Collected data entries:
⟨

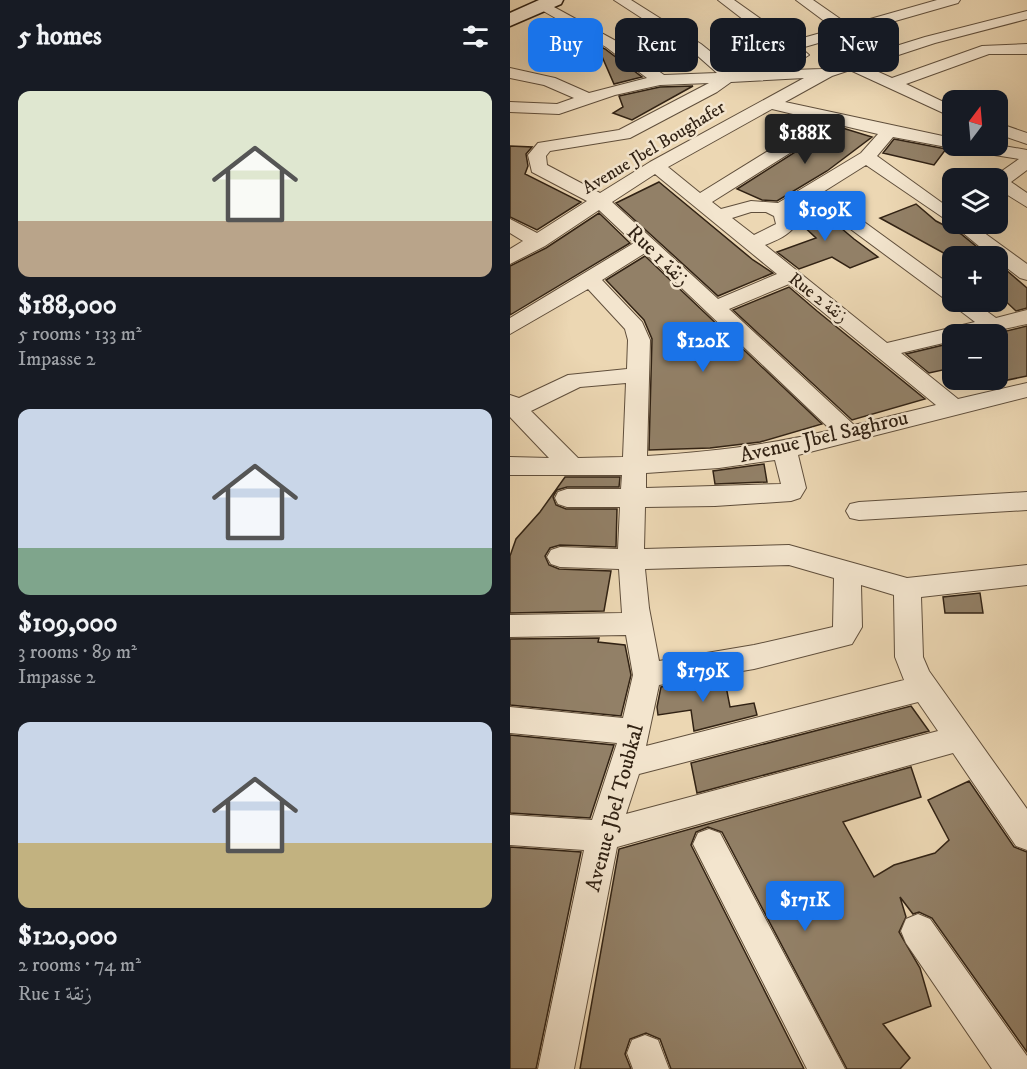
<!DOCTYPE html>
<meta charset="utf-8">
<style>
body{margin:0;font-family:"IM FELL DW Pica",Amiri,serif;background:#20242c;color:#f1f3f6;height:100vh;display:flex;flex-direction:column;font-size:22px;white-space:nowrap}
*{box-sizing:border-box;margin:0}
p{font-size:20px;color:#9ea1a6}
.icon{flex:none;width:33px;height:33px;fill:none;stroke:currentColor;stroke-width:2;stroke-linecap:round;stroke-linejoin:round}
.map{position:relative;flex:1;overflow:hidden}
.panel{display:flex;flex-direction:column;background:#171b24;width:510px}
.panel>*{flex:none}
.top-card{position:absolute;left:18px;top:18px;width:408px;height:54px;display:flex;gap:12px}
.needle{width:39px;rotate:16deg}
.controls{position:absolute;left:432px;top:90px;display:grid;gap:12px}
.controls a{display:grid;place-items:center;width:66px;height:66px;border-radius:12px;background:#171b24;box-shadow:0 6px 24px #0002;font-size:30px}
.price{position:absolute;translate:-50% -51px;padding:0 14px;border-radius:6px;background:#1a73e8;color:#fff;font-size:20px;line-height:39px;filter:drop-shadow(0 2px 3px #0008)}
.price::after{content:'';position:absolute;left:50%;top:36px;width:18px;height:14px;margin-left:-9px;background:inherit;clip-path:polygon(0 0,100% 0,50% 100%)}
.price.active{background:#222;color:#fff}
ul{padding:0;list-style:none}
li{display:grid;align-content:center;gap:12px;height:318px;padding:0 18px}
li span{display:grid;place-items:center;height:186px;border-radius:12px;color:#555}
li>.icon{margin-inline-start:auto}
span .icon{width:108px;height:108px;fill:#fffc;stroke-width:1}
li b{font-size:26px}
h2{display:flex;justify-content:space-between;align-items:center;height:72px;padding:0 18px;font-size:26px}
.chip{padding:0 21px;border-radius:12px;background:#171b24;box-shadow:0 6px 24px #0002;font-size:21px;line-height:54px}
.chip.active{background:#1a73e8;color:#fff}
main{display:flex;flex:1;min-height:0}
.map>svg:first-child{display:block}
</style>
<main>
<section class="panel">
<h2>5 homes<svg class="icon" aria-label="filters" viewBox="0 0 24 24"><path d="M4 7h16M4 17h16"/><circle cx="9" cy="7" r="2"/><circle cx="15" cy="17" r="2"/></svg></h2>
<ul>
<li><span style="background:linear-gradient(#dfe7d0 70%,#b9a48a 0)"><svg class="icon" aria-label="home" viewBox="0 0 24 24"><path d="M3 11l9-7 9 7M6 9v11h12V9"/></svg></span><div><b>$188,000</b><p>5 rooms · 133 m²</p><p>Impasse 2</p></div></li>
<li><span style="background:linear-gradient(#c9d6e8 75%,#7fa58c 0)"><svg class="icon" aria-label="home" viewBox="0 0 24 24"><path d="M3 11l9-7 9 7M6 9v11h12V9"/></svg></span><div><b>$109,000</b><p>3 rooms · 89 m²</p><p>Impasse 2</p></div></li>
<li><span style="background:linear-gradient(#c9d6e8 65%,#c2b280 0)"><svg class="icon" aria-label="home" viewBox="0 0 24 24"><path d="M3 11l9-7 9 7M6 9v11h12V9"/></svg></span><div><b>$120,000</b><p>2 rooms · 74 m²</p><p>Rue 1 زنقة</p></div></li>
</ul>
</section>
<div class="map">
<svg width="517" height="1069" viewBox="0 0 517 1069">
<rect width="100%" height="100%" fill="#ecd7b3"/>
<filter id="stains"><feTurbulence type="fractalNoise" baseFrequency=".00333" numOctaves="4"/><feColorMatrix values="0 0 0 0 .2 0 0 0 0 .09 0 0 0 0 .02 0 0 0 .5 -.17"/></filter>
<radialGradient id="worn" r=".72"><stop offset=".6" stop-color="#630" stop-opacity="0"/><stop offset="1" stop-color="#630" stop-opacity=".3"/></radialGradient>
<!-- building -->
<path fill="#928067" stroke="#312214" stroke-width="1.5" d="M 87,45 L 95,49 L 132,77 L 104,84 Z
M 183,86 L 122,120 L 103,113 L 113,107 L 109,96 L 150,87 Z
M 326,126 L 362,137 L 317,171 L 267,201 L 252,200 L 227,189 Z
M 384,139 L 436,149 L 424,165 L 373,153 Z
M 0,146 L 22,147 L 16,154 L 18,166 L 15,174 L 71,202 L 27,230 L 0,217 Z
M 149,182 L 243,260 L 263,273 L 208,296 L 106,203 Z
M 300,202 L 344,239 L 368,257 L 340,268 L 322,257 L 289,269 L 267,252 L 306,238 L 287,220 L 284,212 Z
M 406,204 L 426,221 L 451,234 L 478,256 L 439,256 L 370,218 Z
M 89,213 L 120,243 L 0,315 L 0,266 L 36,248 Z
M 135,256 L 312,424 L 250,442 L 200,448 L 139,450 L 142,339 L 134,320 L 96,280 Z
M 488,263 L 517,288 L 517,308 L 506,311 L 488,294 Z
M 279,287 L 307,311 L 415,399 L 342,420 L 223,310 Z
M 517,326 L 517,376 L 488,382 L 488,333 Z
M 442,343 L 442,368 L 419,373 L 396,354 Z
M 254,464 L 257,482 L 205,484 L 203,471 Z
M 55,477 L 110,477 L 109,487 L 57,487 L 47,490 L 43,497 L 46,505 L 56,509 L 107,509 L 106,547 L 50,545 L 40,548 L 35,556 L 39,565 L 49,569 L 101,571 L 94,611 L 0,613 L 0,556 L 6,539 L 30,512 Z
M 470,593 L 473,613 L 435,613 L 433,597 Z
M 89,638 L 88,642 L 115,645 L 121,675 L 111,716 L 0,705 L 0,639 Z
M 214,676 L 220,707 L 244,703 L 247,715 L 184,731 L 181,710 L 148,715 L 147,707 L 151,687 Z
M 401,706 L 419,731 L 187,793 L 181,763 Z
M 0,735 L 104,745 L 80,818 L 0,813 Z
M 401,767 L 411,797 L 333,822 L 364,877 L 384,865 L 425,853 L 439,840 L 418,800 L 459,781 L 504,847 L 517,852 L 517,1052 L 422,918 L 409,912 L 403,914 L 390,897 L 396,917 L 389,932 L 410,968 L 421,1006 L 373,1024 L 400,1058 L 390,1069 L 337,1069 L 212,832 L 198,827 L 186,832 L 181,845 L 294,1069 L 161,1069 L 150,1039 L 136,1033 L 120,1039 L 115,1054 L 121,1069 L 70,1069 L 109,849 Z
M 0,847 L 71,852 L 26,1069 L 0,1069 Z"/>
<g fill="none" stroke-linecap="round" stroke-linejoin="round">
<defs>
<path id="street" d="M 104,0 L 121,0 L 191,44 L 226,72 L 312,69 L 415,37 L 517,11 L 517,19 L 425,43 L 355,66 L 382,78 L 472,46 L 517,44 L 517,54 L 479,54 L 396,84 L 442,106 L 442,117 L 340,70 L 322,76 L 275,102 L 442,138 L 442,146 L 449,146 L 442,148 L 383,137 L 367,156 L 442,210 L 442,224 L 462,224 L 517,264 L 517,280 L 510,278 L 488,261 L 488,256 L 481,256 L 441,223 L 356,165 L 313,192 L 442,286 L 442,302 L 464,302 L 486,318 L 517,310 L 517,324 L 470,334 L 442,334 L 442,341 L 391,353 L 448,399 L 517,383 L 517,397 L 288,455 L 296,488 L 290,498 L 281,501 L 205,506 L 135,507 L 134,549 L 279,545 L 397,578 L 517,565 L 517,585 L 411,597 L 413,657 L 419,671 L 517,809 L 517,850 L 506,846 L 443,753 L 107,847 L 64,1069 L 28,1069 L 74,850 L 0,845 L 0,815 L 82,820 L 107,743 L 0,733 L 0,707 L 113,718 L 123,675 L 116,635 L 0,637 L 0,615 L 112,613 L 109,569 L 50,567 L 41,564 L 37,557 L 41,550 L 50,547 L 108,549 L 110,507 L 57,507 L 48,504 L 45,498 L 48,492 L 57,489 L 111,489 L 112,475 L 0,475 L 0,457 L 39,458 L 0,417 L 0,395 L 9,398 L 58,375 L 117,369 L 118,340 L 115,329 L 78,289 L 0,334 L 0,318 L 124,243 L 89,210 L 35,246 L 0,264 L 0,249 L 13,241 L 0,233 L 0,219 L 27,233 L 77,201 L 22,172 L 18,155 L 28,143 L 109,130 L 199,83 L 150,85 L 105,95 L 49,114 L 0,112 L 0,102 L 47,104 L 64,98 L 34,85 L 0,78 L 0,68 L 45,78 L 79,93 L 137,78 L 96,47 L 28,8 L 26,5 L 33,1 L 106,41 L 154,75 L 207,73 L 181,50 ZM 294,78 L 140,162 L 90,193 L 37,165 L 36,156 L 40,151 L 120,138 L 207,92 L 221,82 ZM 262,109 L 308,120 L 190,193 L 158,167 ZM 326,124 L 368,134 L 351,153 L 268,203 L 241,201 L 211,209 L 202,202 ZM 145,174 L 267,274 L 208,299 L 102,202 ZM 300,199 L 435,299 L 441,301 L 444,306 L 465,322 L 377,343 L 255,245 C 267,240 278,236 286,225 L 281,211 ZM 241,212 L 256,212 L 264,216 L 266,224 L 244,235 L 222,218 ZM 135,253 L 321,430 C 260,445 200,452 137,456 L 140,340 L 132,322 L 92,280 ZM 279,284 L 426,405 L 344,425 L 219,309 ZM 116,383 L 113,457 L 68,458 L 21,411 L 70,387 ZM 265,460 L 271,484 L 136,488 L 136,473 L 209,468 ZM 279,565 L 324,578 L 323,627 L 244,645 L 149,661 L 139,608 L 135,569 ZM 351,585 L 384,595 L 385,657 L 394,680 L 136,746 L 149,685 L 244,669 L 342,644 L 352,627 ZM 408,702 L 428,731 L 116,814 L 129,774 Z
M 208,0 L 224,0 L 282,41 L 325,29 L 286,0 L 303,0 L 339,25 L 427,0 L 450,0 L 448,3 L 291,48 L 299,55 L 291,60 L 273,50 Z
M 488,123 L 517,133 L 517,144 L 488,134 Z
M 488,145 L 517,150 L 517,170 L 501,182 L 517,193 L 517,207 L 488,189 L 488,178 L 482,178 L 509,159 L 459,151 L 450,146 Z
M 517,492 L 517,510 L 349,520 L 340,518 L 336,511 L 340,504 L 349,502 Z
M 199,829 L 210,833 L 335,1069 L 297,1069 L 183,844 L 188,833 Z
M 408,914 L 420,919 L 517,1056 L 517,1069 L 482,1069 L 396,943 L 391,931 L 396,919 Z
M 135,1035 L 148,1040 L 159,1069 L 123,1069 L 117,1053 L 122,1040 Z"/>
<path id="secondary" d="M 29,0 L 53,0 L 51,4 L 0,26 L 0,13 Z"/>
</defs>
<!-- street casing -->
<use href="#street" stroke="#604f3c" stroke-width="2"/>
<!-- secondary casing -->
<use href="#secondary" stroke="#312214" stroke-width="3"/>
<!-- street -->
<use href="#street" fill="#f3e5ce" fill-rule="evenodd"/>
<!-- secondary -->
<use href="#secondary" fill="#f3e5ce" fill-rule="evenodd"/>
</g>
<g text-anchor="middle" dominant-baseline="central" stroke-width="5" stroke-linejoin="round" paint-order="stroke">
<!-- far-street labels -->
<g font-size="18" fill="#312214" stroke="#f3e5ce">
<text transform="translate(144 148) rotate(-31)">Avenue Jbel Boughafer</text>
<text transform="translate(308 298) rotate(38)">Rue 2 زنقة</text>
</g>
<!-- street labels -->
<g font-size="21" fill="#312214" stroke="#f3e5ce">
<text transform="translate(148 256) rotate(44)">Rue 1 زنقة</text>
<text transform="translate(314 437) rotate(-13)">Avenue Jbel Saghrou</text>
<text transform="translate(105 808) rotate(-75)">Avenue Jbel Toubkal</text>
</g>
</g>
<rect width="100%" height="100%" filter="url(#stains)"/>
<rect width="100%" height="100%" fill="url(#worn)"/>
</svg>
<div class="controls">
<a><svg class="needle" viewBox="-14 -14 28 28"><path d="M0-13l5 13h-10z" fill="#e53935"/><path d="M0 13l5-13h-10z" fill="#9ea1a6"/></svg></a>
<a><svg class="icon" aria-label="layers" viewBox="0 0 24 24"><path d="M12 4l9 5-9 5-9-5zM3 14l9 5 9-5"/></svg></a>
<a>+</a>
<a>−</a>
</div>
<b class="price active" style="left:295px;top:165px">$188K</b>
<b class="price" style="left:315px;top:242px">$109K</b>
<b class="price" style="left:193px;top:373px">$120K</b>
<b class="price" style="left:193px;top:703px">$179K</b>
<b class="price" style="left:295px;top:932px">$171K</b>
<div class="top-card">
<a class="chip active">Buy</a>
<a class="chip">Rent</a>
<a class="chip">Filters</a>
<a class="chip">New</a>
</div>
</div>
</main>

⟩

■ **TASK DIRECTIONS**: Go through the data and return each line where the word "text" appears.

■ **ANSWER FOR THIS EXERCISE**:
<g text-anchor="middle" dominant-baseline="central" stroke-width="5" stroke-linejoin="round" paint-order="stroke">
<text transform="translate(144 148) rotate(-31)">Avenue Jbel Boughafer</text>
<text transform="translate(308 298) rotate(38)">Rue 2 زنقة</text>
<text transform="translate(148 256) rotate(44)">Rue 1 زنقة</text>
<text transform="translate(314 437) rotate(-13)">Avenue Jbel Saghrou</text>
<text transform="translate(105 808) rotate(-75)">Avenue Jbel Toubkal</text>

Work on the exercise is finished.